Ifishdeco (IFSH) Akan Alihkan Saham Treasuri untuk Program MESOP



KONTAN.CO.ID - JAKARTA. PT Ifishdeco Tbk (IFSH) akan mengalihkan sebagian saham treasury hasil program pembelian kembali (buyback) untuk program skema kepemilikan saham perusahaan oleh manajemen alias Management and Employee Stock Option Program (MESOP).

Total saham yang akan dialihkan untuk MESOP sebanyak-banyaknya 15 juta saham atau 0,71% dari saham ditempatkan dan disetor.

Sebelumnya, IFSH juga telah melaksanakan program MESOP tahap I yang digelar pada 29 dan 30 Agustus 2023, dengan alokasi saham sebanyak 9,34 juta.
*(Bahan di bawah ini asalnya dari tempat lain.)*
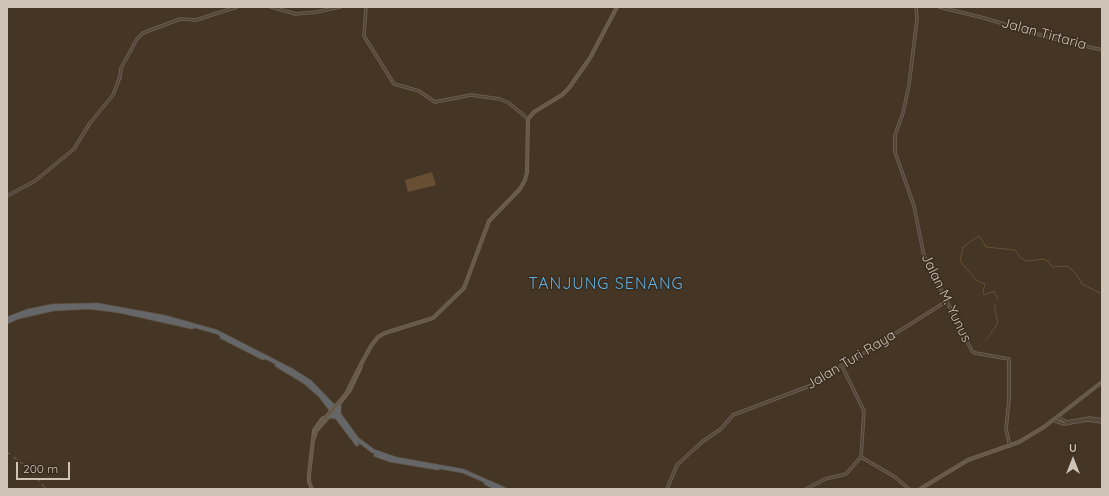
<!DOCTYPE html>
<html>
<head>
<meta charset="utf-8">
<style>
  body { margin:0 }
  #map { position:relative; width:1109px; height:496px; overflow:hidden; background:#443524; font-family:Quicksand,sans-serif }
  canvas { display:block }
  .frame { position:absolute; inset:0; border:8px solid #cdc3b6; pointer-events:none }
  .north { position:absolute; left:1053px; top:440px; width:40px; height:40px; -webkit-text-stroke:3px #392c1e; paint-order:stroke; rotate:0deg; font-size:11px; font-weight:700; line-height:16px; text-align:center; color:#cdc3b6 }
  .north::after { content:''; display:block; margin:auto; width:14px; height:18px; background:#cdc3b6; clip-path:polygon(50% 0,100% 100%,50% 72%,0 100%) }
  .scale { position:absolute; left:16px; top:462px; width:54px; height:18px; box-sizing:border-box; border:2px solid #cdc3b6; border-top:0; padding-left:5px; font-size:12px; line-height:14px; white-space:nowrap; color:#cdc3b6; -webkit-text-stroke:3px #392c1e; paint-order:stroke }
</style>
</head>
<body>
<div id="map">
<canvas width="1109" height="496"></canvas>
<div class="frame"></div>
<div class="north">U</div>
<div class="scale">200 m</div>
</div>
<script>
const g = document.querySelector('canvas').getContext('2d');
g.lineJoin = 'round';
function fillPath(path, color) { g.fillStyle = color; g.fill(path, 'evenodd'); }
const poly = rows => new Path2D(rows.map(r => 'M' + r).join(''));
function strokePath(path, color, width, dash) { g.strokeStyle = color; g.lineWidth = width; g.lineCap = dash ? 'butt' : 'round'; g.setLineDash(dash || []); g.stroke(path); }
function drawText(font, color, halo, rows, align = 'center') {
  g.font = font + ' Quicksand,sans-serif'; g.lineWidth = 3; g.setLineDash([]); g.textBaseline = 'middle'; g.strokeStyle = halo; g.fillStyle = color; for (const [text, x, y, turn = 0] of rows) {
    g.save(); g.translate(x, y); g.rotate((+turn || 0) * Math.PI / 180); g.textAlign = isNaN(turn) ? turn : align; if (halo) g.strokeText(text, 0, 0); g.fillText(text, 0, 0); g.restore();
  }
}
const water = poly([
  [432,172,436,185,408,192,405,180]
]);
const stream = poly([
  [998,299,994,291,984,295,983,291,985,284,977,281,960,261,963,247,977,237,980,237,986,247,1015,250,1021,258,1027,261,1044,259,1049,262,1052,267,1068,266,1077,275,1082,284,1102,294],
  [986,340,998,323,994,306,996,305]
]);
const tertiary = poly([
  [271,7,296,14,316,12,340,7],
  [366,7,364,36,394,84,419,91,435,102,471,95,500,99,509,103,528,119],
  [916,7,917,19,909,85,903,113,895,135,895,152,914,206,924,256,972,351,975,353,1009,359,1009,400,1006,429,1010,446],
  [939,7,984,18,1047,37,1102,50],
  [7,196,35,181,74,149,90,123,113,95,120,77,121,68,137,39,143,33,180,19,196,20,237,7],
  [1057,417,1067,422,1090,418,1102,420],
  [1053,420,1064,424,1087,420,1102,422],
  [861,457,895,477,909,489],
  [667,489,677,465,702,442,721,429,733,415,812,385,828,373,866,352,947,301],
  [806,489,825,479,846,474,861,457,864,411,842,366]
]);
const secondary = poly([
  [359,368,371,346,378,337,385,333,433,318,464,288,489,221,520,189,525,180,527,172,528,119,534,112,562,95,569,88,590,58,617,7],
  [335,409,350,390,361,367],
  [318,429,333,412],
  [313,440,314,430,323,418],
  [312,489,309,482,309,475,313,440,315,435],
  [920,489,968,460,1019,442,1044,427,1102,382]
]);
const trunk = poly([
  [7,319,28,311,53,306,97,305,164,317,217,332,291,370,310,382,333,406,357,439,373,451,396,459,463,471,504,489],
  [7,322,18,317,53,309,89,307,120,311,192,327],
  [222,337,263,358],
  [277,365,305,382,320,395,357,444],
  [339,405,339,414],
  [329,416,337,417],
  [376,455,390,460,438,468],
  [486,483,498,489]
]);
const rail = poly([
  [7,452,27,467,46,489]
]);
const secondaryBridge = poly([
  [314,437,318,426,346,394,359,368]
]);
const streetNames = [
  ["Jalan Tirtaria",1044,34,15],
  ["Jalan M. Yunus",946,298,64],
  ["Jalan Turi Raya",851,360,-31]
];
const quarterNames = [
  ["TANJUNG SENANG",606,284]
];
fillPath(water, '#684f34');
strokePath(stream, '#684f34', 1);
strokePath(tertiary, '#716557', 3.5);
strokePath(secondary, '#716557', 4);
strokePath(trunk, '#5e5244', 5);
strokePath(tertiary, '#544739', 2);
strokePath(secondary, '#675947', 2.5);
strokePath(trunk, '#646668', 3.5);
strokePath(rail, '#7b6c5b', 1, [4, 4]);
strokePath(secondaryBridge, '#716557', 4, []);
strokePath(secondaryBridge, '#675947', 2.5);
drawText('14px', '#cdc3b6', '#392c1e', streetNames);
g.letterSpacing = '1px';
drawText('16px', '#60afdf', '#392c1e', quarterNames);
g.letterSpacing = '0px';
</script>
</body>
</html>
Sehingga, terdapat 5,65 juta saham sisa program MESOP tahap II. Jumlah ini setara 0,26% dari saham ditempatkan dan disetor.


“Program MESOP ini tidak akan menimbulkan efek dilusi kepemilikan saham karena tidak terdapat penerbitan saham baru,” tulis manajemen IFSH dalam keterbukaan informasi di laman Bursa Efek Indonesia, Rabu (6/9).

Baca Juga: Emiten Tambang Nikel Ifishdeco (IFSH) Bagi Dividen Rp 59,75 Miliar, Cek Jadwalnya

IFSH menetapkan harga pelaksanaan untuk mengambil bagian dari saham treasuri sekurang-kurangnya Rp 780.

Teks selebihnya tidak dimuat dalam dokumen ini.